Bringing the date of Targa Rotorua forward, and adding a couple of competitive stages on the Friday - a day up until now reserved for documentation and scrutineering - has brought added benefits.
"For a start we give everyone involved a little bit more time between our two main events, Targa Rotorua and Targa New Zealand," said event director Peter Martin.
"By running the event in May rather than June we also get an extra hour of daylight, plus the greater likelihood of more settled weather.
"And because everyone was going to be in town on Friday anyway it's not going to cost anyone any more to do a couple of extra stages."

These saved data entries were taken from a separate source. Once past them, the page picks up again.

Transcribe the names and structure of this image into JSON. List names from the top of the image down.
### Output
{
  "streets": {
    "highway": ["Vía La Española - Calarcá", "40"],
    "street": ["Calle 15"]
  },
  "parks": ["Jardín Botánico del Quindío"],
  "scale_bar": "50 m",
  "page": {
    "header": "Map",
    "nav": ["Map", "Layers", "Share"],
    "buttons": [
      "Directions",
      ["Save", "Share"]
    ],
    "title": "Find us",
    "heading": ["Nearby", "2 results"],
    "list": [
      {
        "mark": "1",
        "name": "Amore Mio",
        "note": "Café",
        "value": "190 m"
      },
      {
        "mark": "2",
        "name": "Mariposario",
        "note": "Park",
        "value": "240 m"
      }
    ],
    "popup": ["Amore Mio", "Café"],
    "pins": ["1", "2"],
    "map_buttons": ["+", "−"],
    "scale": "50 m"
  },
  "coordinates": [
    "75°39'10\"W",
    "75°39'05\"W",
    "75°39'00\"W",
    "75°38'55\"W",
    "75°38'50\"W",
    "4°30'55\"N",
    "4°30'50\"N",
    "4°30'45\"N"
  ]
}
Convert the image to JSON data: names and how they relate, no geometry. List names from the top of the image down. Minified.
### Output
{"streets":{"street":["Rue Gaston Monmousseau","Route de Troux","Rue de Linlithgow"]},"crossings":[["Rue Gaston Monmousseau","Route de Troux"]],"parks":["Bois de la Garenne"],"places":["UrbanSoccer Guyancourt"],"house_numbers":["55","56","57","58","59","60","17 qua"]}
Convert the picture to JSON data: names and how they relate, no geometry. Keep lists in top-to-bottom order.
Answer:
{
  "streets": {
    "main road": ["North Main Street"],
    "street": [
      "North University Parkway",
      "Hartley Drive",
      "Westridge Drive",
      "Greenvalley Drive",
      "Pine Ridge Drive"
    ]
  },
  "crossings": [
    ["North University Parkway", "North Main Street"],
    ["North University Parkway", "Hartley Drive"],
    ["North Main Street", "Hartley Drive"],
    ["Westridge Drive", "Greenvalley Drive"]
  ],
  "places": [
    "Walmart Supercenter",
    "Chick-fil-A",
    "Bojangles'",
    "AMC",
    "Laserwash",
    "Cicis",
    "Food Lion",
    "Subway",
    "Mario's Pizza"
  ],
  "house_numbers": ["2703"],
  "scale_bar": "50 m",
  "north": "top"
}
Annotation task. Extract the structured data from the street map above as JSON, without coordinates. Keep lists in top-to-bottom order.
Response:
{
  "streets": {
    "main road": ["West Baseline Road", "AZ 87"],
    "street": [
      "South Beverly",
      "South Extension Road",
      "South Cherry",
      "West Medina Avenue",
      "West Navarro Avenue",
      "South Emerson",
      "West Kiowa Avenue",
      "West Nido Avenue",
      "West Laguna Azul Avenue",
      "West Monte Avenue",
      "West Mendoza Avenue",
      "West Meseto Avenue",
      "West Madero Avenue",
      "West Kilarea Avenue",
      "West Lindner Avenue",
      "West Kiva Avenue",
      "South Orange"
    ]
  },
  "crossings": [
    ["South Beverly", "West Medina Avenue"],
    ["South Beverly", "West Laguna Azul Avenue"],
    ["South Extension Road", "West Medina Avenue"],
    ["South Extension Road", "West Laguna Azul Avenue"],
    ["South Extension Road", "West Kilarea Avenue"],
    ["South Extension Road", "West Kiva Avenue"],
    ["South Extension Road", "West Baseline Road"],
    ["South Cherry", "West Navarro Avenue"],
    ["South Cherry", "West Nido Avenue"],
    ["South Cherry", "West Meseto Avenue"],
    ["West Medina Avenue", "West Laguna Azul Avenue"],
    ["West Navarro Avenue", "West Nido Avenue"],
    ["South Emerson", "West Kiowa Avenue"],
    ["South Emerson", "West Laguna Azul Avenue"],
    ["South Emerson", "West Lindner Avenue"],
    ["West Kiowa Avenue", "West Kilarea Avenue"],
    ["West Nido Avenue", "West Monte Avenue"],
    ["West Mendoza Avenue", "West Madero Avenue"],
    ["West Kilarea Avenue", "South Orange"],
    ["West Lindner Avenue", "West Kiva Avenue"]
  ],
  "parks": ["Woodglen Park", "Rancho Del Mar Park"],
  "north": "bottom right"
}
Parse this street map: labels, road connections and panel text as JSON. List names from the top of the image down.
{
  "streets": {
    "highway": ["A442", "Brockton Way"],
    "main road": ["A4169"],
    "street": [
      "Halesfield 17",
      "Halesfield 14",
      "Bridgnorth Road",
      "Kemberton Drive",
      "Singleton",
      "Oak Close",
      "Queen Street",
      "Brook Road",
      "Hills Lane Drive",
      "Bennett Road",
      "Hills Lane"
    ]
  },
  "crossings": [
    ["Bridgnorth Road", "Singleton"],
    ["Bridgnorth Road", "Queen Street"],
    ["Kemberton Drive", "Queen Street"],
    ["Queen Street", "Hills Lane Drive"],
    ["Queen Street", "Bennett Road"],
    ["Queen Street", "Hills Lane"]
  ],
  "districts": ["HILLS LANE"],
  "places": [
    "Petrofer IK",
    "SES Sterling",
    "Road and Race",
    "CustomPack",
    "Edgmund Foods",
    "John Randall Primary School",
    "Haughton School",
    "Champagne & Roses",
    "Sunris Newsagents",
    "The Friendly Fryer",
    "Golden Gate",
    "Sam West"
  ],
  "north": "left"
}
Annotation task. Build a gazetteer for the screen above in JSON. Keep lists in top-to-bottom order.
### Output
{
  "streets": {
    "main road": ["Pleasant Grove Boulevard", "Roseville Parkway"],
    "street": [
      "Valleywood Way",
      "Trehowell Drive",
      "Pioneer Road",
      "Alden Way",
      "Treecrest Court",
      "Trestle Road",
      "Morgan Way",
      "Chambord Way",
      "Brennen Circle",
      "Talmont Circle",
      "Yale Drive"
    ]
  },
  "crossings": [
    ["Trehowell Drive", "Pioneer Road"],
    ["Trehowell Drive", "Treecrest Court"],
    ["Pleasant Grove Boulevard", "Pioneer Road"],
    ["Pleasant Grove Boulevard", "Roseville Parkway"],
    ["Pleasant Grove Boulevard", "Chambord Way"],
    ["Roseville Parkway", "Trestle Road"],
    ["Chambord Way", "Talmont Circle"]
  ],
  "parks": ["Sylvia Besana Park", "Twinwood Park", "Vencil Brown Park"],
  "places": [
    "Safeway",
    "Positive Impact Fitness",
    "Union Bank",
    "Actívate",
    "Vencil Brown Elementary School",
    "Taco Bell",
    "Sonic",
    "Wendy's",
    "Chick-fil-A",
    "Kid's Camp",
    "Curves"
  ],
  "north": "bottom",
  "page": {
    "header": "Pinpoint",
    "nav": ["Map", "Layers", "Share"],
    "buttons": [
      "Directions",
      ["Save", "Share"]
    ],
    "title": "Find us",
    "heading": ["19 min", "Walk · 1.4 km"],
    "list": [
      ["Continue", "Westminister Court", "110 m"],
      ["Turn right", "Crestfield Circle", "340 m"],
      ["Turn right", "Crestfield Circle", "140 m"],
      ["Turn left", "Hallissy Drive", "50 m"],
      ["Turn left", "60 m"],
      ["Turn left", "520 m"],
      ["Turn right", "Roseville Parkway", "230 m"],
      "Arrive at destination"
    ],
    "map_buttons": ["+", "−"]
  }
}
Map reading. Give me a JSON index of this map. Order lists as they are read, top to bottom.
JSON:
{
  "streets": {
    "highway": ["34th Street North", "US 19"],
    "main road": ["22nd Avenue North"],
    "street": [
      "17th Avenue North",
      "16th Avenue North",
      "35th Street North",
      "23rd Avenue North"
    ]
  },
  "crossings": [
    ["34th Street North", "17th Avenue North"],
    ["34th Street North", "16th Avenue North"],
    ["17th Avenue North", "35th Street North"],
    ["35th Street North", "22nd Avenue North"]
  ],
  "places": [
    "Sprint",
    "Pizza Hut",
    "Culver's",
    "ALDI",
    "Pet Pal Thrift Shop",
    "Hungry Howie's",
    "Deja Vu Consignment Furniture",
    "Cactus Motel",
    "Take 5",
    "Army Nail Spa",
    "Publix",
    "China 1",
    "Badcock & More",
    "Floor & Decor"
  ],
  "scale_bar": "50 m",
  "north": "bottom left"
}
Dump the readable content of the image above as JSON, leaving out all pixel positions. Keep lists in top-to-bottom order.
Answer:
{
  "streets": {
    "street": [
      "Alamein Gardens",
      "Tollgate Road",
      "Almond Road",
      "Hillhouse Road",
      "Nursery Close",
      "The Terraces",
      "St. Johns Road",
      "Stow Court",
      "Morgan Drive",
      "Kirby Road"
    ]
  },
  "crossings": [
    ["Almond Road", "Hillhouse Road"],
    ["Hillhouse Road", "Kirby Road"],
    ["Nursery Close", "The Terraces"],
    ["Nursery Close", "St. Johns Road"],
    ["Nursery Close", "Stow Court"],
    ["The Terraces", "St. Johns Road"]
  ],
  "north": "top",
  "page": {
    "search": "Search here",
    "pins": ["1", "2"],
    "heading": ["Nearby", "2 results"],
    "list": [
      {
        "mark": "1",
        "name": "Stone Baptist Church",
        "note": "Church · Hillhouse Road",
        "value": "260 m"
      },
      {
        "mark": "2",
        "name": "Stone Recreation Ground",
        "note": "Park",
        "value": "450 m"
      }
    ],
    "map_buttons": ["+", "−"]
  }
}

The extra stages are over the Manawahe/Braemar Rd east of Rotorua, with a service stop at Edgecumbe in between. Once they have run through the stage a second time, competitors return to the parc ferme on the Rotorua Village Green, opposite the Novotel Rotorua, for a car wash and show-and-shine event.
Saturday sees a return to the popular Waikiti and Ngakuru stages south of Rotorua in the morning, a lunch and service stop at Tokoroa, then four stages in the southwest Waikato before a return to Rotorua in the afternoon.
On Sunday, the field heads north for the Hamurana stage at the northern end of Lake Rotorua then back to the Waikato for stages near Matamata in the morning and Cambridge in the afternoon before returning via Paradise Valley near Ngongotaha to the finish line at the Novotel Rotorua around 5pm.
This year's event comprises 353 kilometres of closed road special stages ranging in length from seven to 26 kilometres. There are 60 entries spread across the three classes - Allcomers 4WD, Instra.com Modern 2WD and Metalman Classic 2WD - with 17 cars in the non-competitive Targa Tour.
Joint favourites are two-time and defending champions Glen Inkster and co-driver Spencer Winn in their new Mitsubishi Evo8 and five-time Targa New Zealand winner Tony Quinn and co-driver Naomi Tillett in Quinn's latest Nissan GT-R35.